The Rev. Walter J. Schmitz, a professor of theology who helped institute the reforms of the Second Vatican Council, died Thursday of heart failure at St. Martin's Home for the Aged in Catonsville. He was 87.

"This was a man who knew every ritual by heart, who studied [the practices] for years prior to the Council," said the Rev. Melvin C. Blanchette, his colleague at Catholic University in Washington for more than 20 years. Both were members of the Society of St. Sulpice order.

Father Blanchette praised Father Schmitz's dedication to the church, particularly during the controversial changes of the 1960s and 1970s, when Masses began to be celebrated in English instead of Latin, and priests faced the congregation, not the altar.

"He was a courageous, compassionate individual with a deep love for the Roman Catholic Church and for the Catholic tradition," Father Blanchette said.

Born and educated in Madison, Wis., he entered the Sulpician tTC Seminary in Washington in the early 1920s and was ordained in 1934 in the Archdiocese of Milwaukee.

In 1935, he joined the faculty of the Sulpician Seminary, where he also was treasurer for more than 30 years.

In 1950, he left the seminary job and became an instructor of liturgy at Catholic University, where he was promoted to assistant professor in 1953, associate professor in 1961 and ordinary professor in 1965.

In 1961 he was named dean of sacred theology, a position he held until 1970. He served as an acting dean from 1971 until his retirement in 1973.
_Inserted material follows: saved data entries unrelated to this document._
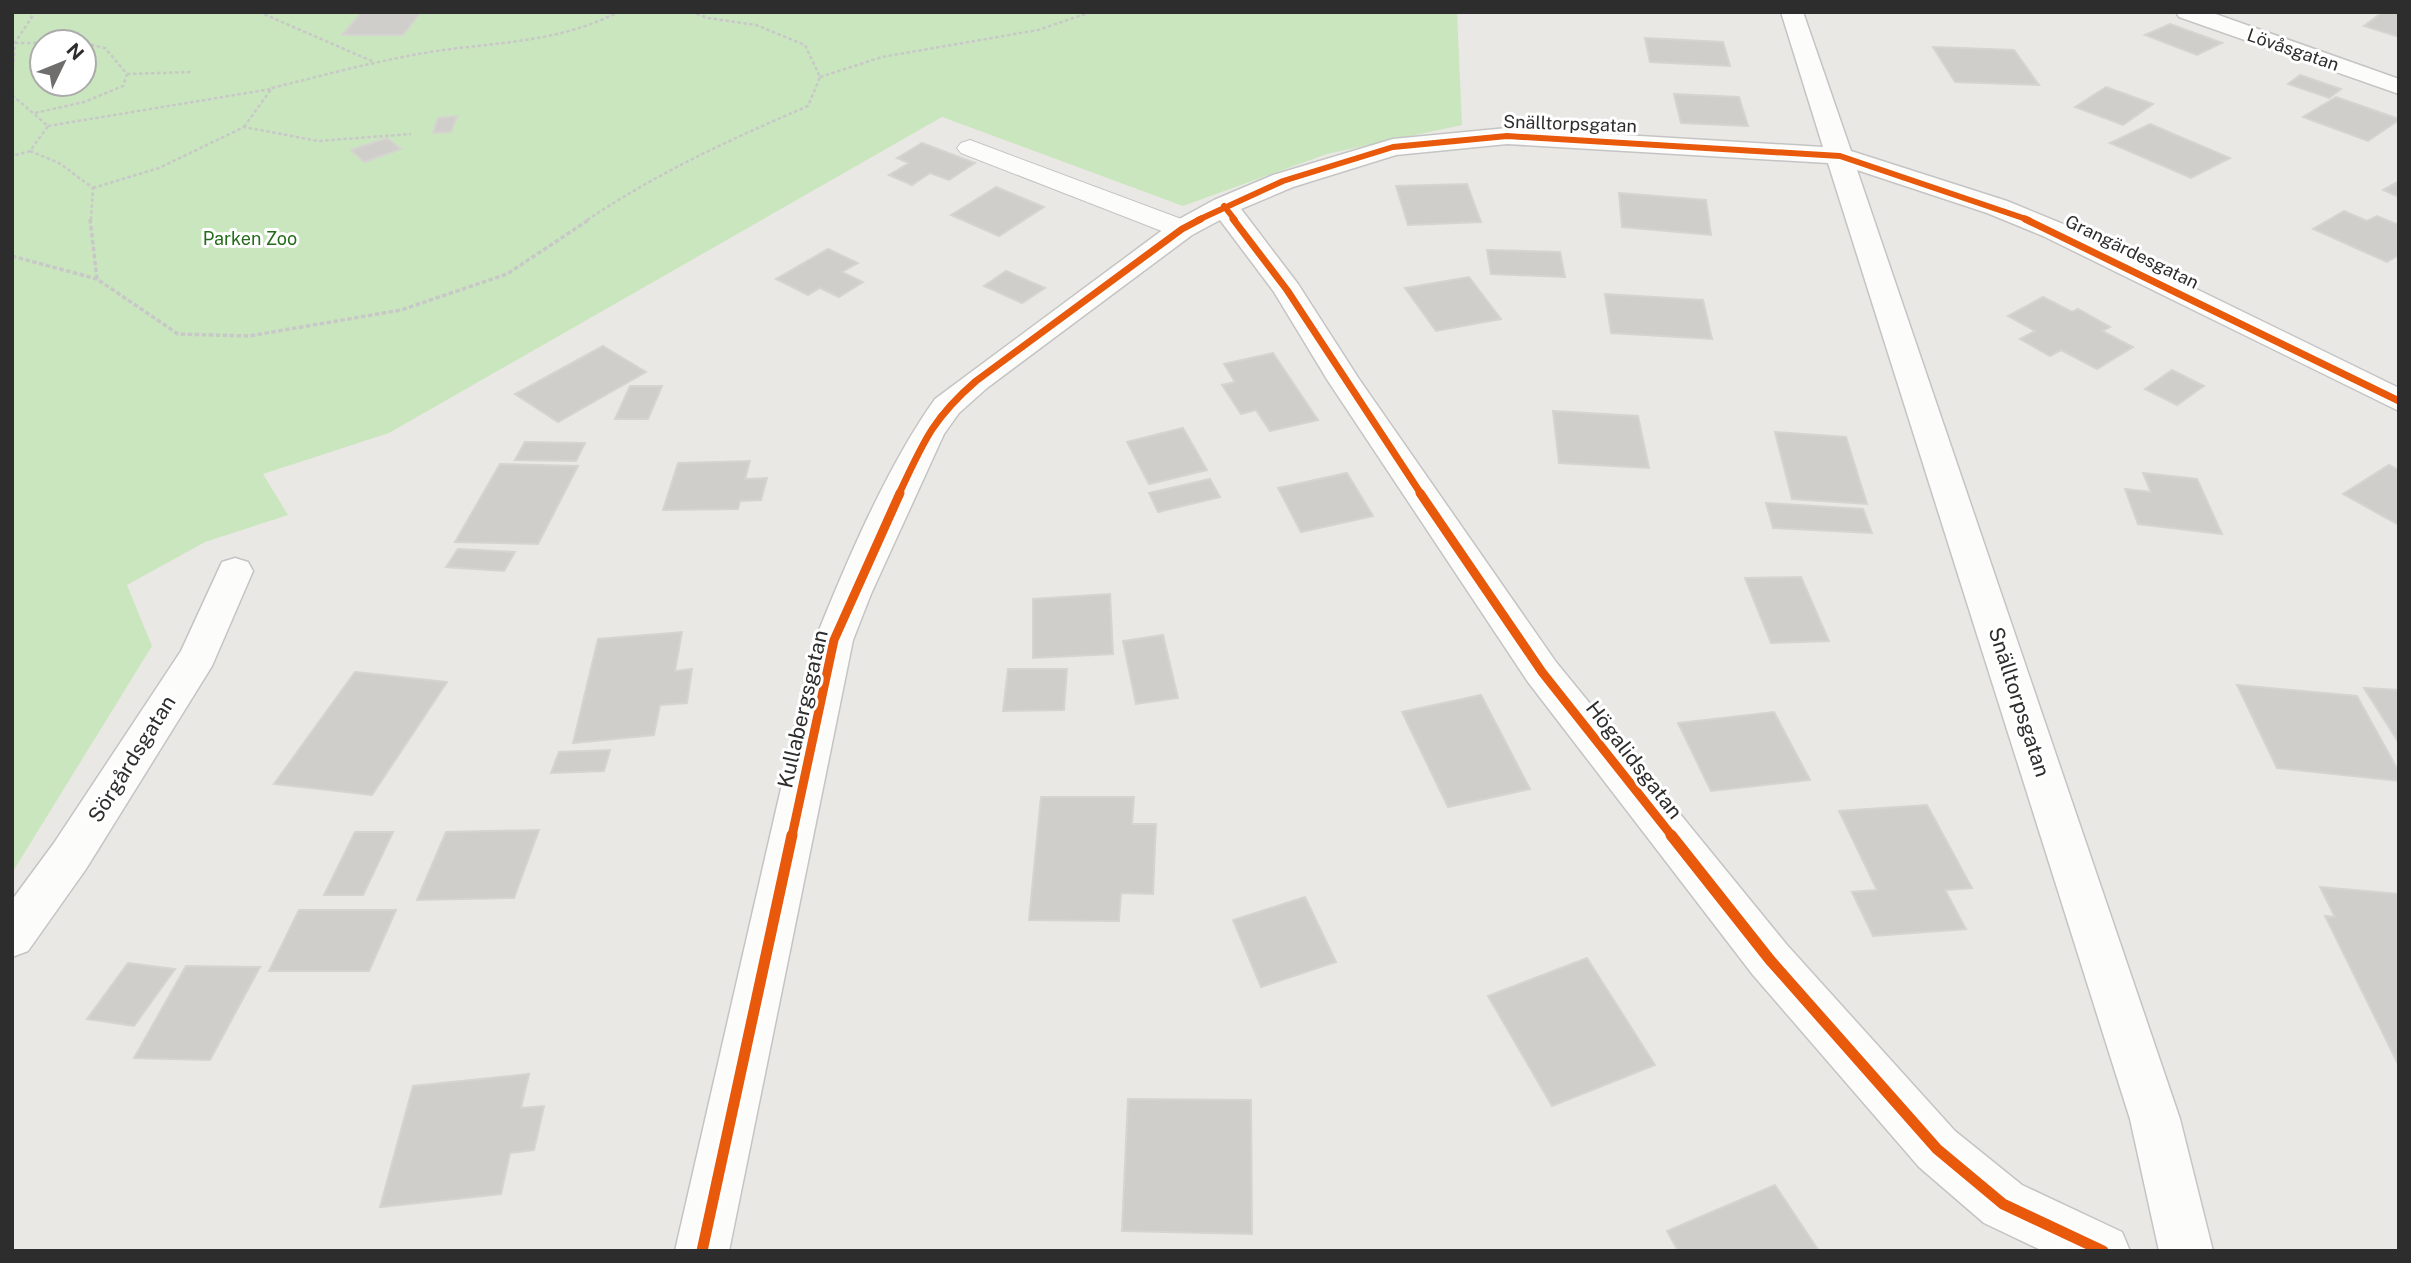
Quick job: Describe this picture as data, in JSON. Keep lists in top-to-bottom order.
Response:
{
  "streets": {
    "street": [
      "Lövåsgatan",
      "Snälltorpsgatan",
      "Grangärdesgatan",
      "Kullabergsgatan",
      "Sörgårdsgatan",
      "Högalidsgatan"
    ]
  },
  "crossings": [
    ["Snälltorpsgatan", "Grangärdesgatan"],
    ["Snälltorpsgatan", "Kullabergsgatan"],
    ["Snälltorpsgatan", "Högalidsgatan"],
    ["Kullabergsgatan", "Högalidsgatan"]
  ],
  "parks": ["Parken Zoo"],
  "north": "top right"
}
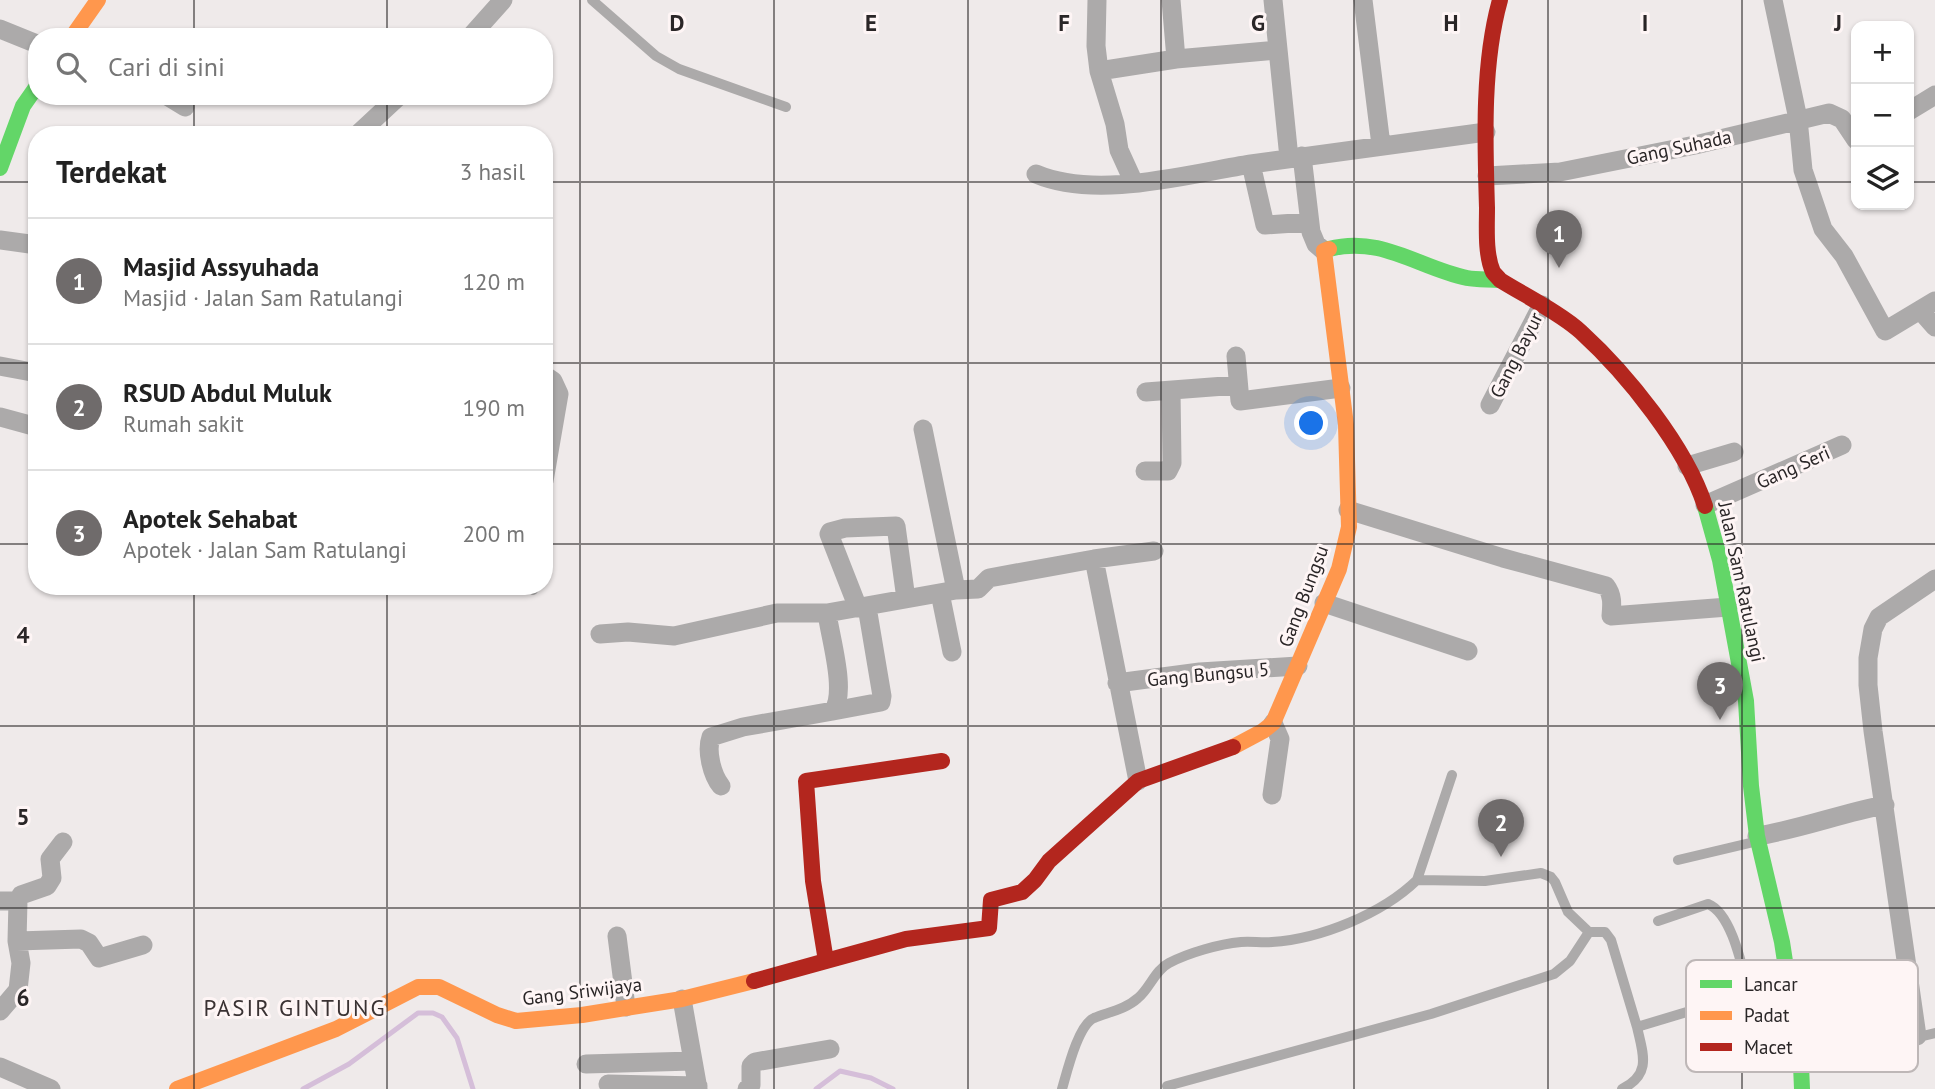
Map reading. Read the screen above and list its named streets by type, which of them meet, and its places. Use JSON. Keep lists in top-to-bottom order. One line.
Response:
{"streets":{"main road":["Jalan Sam Ratulangi","Gang Bungsu","Gang Sriwijaya"],"street":["Gang Suhada","Gang Bayur","Gang Seri","Gang Bungsu 5"]},"crossings":[["Gang Bayur","Jalan Sam Ratulangi"],["Gang Seri","Jalan Sam Ratulangi"],["Gang Bungsu","Gang Bungsu 5"]],"districts":["PASIR GINTUNG"],"legend":["Lancar","Padat","Macet"],"page":{"map_buttons":["+","−"],"search":"Cari di sini","heading":["Terdekat","3 hasil"],"pins":["1","3","2"],"list":[{"mark":"1","name":"Masjid Assyuhada","note":"Masjid · Jalan Sam Ratulangi","value":"120 m"},{"mark":"2","name":"RSUD Abdul Muluk","note":"Rumah sakit","value":"190 m"},{"mark":"3","name":"Apotek Sehabat","note":"Apotek · Jalan Sam Ratulangi","value":"200 m"}]},"grid":{"columns":["D","E","F","G","H","I","J"],"rows":["4","5","6"]}}
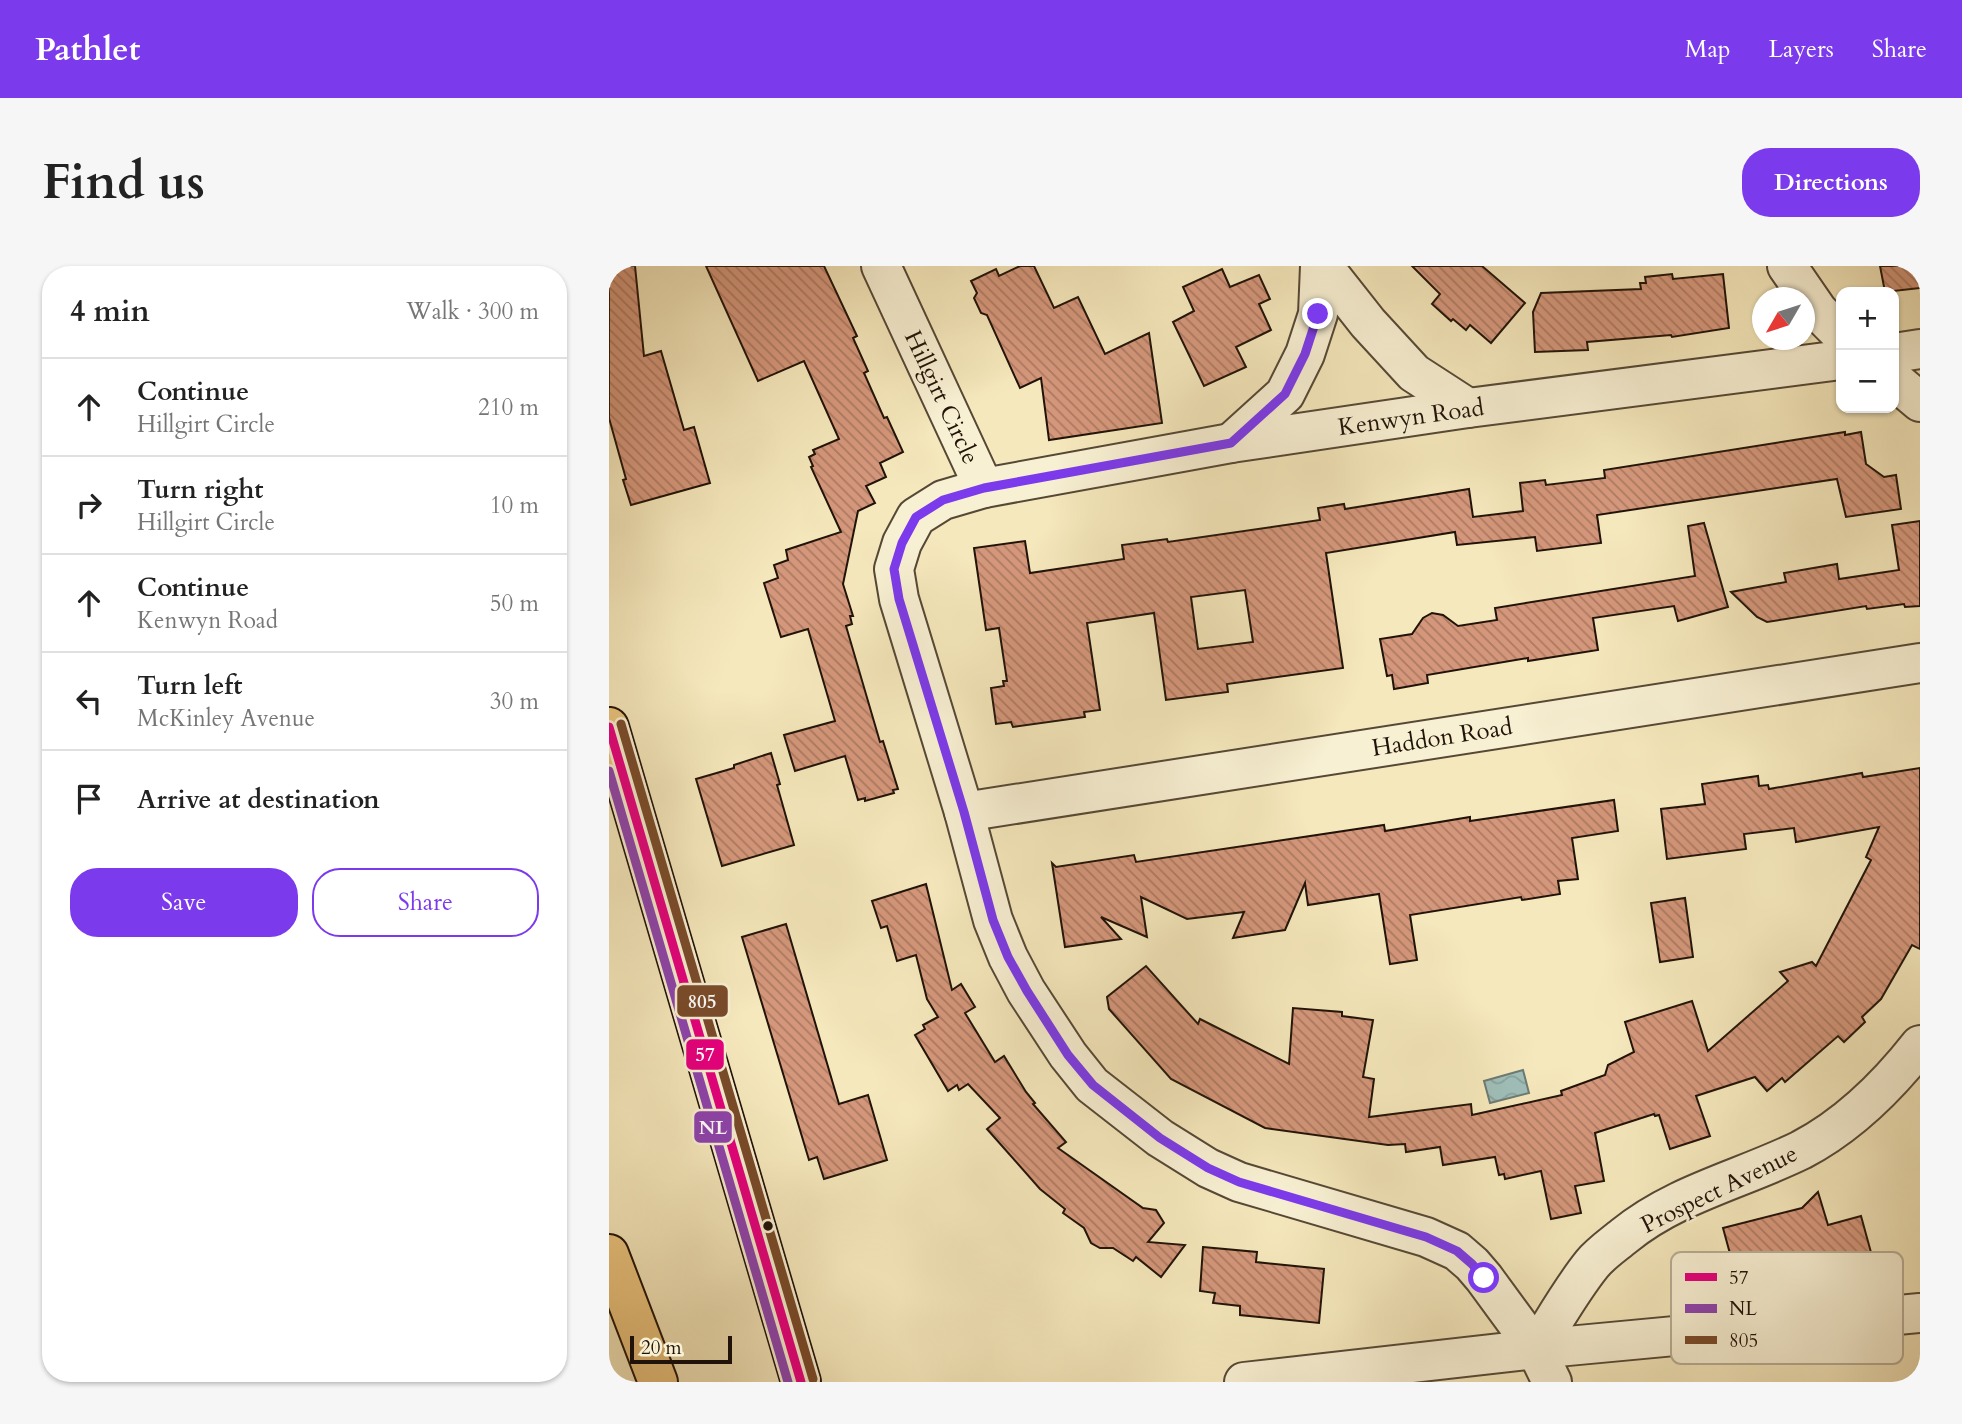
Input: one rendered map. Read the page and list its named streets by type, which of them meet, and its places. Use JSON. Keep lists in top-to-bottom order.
{
  "streets": {
    "street": [
      "Hillgirt Circle",
      "Kenwyn Road",
      "Haddon Road",
      "Prospect Avenue"
    ]
  },
  "crossings": [
    ["Hillgirt Circle", "Kenwyn Road"],
    ["Hillgirt Circle", "Haddon Road"],
    ["Hillgirt Circle", "Prospect Avenue"]
  ],
  "lines": ["transit line 805", "transit line 57", "transit line NL"],
  "legend": ["57", "NL", "805"],
  "scale_bar": "20 m",
  "north": "bottom left",
  "page": {
    "header": "Pathlet",
    "nav": ["Map", "Layers", "Share"],
    "buttons": [
      "Directions",
      ["Save", "Share"]
    ],
    "title": "Find us",
    "heading": ["4 min", "Walk · 300 m"],
    "map_buttons": ["+", "−"],
    "list": [
      ["Continue", "Hillgirt Circle", "210 m"],
      ["Turn right", "Hillgirt Circle", "10 m"],
      ["Continue", "Kenwyn Road", "50 m"],
      ["Turn left", "McKinley Avenue", "30 m"],
      "Arrive at destination"
    ],
    "scale": "20 m"
  }
}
After retiring, Father Schmitz was a professor emeritus and senior lecturer until 1986.

Father Schmitz held masters and doctoral degrees in theology from Catholic University.

He moved to St. Charles Villa, the Sulpician retirement community in Catonsville, in 1986.

A Mass of Christian burial will be celebrated at 11 a.m. tomorrow in the chapel of St. Martin's Home for the Aged, 603 Maiden Choice Lane, Catonsville.

Survivors include a brother, Mark Schmitz of Los Angeles; and many nieces and nephews.

Memorial donations may be made to the Sulpician Retirement Fund, c/o the Sulpician Fathers Provincial Office, 5408 Roland Ave., Baltimore, 21210.